Teaching reading is one of the most complex cores to teach, one reason why us challenge-loving people take it on with such passion. I’m not sure that an educator can (or should) ever reach the point where they know enough about reading to justify not continuing to learn about this area of study.
Reading is the foundational skill for success not only in work life, but also in personal life. When teaching someone to read, you’re giving them a skill that may help them one day to pick up a book about marriage, because theirs is in shambles. Or, there may be someone who picks up a book about autism, because they have suspicions that their child has characteristics of it. In work life, I would venture to say that the majority of careers that exist have a component where someone either has to read as a part of the profession or may choose to read to continue their knowledge on a subject, and thus excel past those who do not read. (And yes, research shows that the most successful people in our society read). The importance of reading is brought up because it is lacking in our society, even by some inside of education. Knowing the importance is the first step. Then, the next step is knowing that reading instruction is a challenge to take on. It is by far more than “sound the word out” and “tell me about the story.” It is a metacognitive process, which means we have to teach students to think about their thinking. (See Tanny McGregor’s Comprehension Connections book for more explanation). Other challenges in teaching this subject include the following: elementary teachers are responsible for teaching more than just reading, making it harder to be an expert in the area of reading, having enough experience to fully grasp what reading is, having a deep understanding of the five components of reading, knowing how to pinpoint where a struggling reader is “caught up” at, and having adequate professional development in the core area of reading.

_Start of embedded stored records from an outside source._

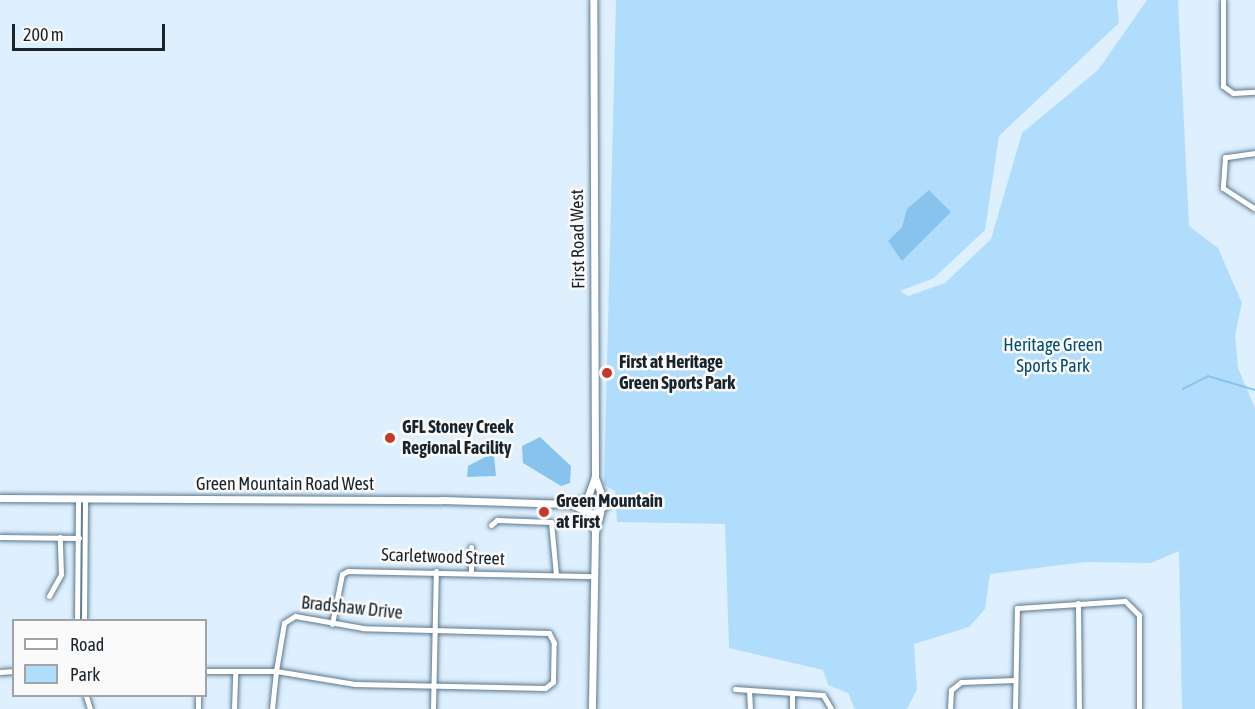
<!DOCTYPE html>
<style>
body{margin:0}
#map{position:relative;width:1255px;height:709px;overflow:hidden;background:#def0fe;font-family:"Asap Condensed",sans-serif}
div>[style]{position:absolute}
.green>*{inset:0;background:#b1ddfd}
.water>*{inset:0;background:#88c3ee}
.stream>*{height:1.5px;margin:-0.75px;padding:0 0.75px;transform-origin:0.75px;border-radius:0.75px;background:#88c3ee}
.roads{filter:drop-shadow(0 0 2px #5c788c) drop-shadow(0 0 2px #5c788c)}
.minor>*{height:5px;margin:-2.5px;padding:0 2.5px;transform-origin:2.5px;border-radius:2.5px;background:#fff}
.tertiary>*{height:7px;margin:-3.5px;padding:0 3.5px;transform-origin:3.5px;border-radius:3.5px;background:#fff}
.dots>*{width:16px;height:16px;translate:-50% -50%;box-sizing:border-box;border:3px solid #fafafa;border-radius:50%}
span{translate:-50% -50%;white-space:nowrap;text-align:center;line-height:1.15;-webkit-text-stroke:5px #fafafa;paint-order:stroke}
.street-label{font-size:18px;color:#18232c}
.park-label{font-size:18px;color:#004c73}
.poi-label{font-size:18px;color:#18232c;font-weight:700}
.left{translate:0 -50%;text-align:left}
.legend{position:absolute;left:12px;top:619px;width:195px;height:78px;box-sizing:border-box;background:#fafafa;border:2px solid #a0a4a8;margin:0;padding:8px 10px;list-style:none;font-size:18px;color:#18232c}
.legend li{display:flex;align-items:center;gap:12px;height:30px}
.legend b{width:30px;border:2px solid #a0a4a8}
.scale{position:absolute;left:12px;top:24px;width:153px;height:27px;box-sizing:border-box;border:3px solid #18232c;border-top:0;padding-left:8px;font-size:18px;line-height:21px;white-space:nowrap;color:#18232c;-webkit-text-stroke:4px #fafafa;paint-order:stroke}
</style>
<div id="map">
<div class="green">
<div style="clip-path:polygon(616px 0,1117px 0,1119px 23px,999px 136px,985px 230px,934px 278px,900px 291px,908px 296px,945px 283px,991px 239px,1022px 133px,1098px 70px,1147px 0,1178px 0,1189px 226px,1218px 248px,1242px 303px,1235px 335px,1238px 368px,1255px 408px,1255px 709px,1182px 709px,1179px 551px,1151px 563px,1085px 562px,990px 574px,985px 609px,969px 627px,914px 644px,917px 689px,907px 709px,855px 709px,848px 693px,828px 685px,823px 670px,729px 648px,725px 524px,617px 522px,615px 491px,604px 485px)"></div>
</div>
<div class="water">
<div style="clip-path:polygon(929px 190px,951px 212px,902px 261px,888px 241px,902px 227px,907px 209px)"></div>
<div style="clip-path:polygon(540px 437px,571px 466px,570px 483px,561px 486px,523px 463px,522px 446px)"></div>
<div style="clip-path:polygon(489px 455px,494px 455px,496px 476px,467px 477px,468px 466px)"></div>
</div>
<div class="stream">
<div style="left:1183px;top:389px;width:28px;rotate:-27deg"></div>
<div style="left:1208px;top:376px;width:49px;rotate:16.6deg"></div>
</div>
<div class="roads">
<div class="minor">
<div style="left:1223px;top:0;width:86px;rotate:90deg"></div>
<div style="left:1223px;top:86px;width:12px;rotate:35deg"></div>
<div style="left:1233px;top:93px;width:22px;rotate:-3deg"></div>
<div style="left:1255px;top:153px;width:30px;rotate:172deg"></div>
<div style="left:1225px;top:157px;width:31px;rotate:94deg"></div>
<div style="left:1223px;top:188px;width:38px;rotate:33deg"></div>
<div style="left:491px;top:525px;width:8px;rotate:-40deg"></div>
<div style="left:497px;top:520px;width:54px;rotate:2.1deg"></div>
<div style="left:551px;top:522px;width:53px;rotate:84.6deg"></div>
<div style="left:0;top:537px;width:79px;rotate:0.7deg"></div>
<div style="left:471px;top:573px;width:26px;rotate:-90deg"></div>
<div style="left:49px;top:596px;width:25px;rotate:-61deg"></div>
<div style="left:61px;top:574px;width:37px;rotate:-92deg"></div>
<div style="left:1078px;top:603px;width:106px;rotate:89.5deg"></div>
<div style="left:77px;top:620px;width:122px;rotate:-89.5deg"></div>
<div style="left:84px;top:620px;width:122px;rotate:-89.5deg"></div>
<div style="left:332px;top:624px;width:51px;rotate:-78.7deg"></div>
<div style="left:342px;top:574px;width:7px;rotate:-27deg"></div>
<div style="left:348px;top:571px;width:246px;rotate:1.2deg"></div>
<div style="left:206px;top:671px;width:70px"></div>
<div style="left:276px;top:671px;width:80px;rotate:9.3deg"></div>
<div style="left:355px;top:684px;width:190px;rotate:1.2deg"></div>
<div style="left:545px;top:688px;width:10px;rotate:-37deg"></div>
<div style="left:553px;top:682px;width:39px;rotate:-89deg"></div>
<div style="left:554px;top:643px;width:11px;rotate:-117deg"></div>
<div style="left:549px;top:633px;width:186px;rotate:-178.5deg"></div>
<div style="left:363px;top:628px;width:69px;rotate:-170deg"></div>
<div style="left:295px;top:616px;width:13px;rotate:148deg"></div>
<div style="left:284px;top:623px;width:49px;rotate:99.5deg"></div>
<div style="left:276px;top:671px;width:38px;rotate:96deg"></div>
<div style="left:0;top:672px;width:14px;rotate:-4deg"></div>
<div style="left:735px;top:689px;width:88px;rotate:3.9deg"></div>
<div style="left:823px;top:695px;width:16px;rotate:60deg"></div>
<div style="left:749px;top:690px;width:19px;rotate:87deg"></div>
<div style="left:792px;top:693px;width:16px;rotate:90deg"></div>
<div style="left:86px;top:696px;width:14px;rotate:73deg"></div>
<div style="left:198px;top:709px;width:13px;rotate:-90deg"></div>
<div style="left:234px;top:709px;width:38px;rotate:-88deg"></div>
<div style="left:433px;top:709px;width:138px;rotate:-88.8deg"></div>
<div style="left:950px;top:709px;width:19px;rotate:-87deg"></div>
<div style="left:951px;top:690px;width:13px;rotate:-39deg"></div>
<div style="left:961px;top:682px;width:54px;rotate:-2.1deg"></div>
<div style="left:1015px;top:709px;width:101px;rotate:-88.9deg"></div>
<div style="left:1017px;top:608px;width:108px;rotate:-3.7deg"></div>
<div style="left:1125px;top:601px;width:20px;rotate:45deg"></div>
<div style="left:1139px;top:615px;width:94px;rotate:90deg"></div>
</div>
<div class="tertiary">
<div style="left:588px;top:496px;width:20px;rotate:-70deg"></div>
<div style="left:595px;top:477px;width:477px;rotate:-90.2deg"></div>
<div style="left:0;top:498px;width:442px;rotate:0.3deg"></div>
<div style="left:442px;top:500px;width:128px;rotate:1.8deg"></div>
<div style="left:570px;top:504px;width:26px;rotate:23deg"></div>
<div style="left:594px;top:514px;width:14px;rotate:-39deg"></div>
<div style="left:605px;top:505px;width:30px;rotate:-110deg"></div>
<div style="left:570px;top:504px;width:17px;rotate:-17deg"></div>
<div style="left:589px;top:512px;width:21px;rotate:73deg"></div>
<div style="left:595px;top:532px;width:177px;rotate:91deg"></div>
<div style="left:595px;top:532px;width:20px;rotate:-75deg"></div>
</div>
</div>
<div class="dots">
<div style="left:607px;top:373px;background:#c53928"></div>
<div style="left:390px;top:438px;background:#c53928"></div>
<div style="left:544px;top:512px;background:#c53928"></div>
</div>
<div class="street-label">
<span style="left:578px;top:239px;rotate:-91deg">First Road West</span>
<span style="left:285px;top:484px">Green Mountain Road West</span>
<span style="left:443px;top:557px;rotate:2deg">Scarletwood Street</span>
<span style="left:352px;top:608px;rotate:6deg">Bradshaw Drive</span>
</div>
<div class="park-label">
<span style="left:1053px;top:356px">Heritage Green<br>Sports Park</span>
</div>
<div class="poi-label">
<span class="left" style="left:619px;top:373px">First at Heritage<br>Green Sports Park</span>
<span class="left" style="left:402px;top:438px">GFL Stoney Creek<br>Regional Facility</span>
<span class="left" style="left:556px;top:512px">Green Mountain<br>at First</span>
</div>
<ul class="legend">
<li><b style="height:8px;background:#fff"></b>Road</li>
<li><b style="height:16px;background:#b1ddfd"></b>Park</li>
</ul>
<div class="scale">200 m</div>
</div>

With all that said, let us not get caught up in the challenge, but rather some solutions. How can we improve our knowledge of core reading instruction with limited time in our schedules? Here are some options one may consider: devote 15 minutes of reading per day to continue your knowledge on the topic, commit to listening to one reading podcasts a day from itunes (such as Choice Literacy, Voice of Literacy or Teacher Created Materials), go observe a teacher you know is strong in reading instruction, use your district instructional/literacy coach, make a commitment to collaborate with your team on reading instruction for 10-15 minutes each week, and listen to your students read as much as possible.
My Twitter profile says that I am a literacy advocate. I absolutely believe in the power books have in changing lives. But, I also know, teaching reading is complex and difficult to say the least. The good news is we can always continue to improve as teachers, if only a small commitment is made. So go forth, make that commitment. Your students deserve it!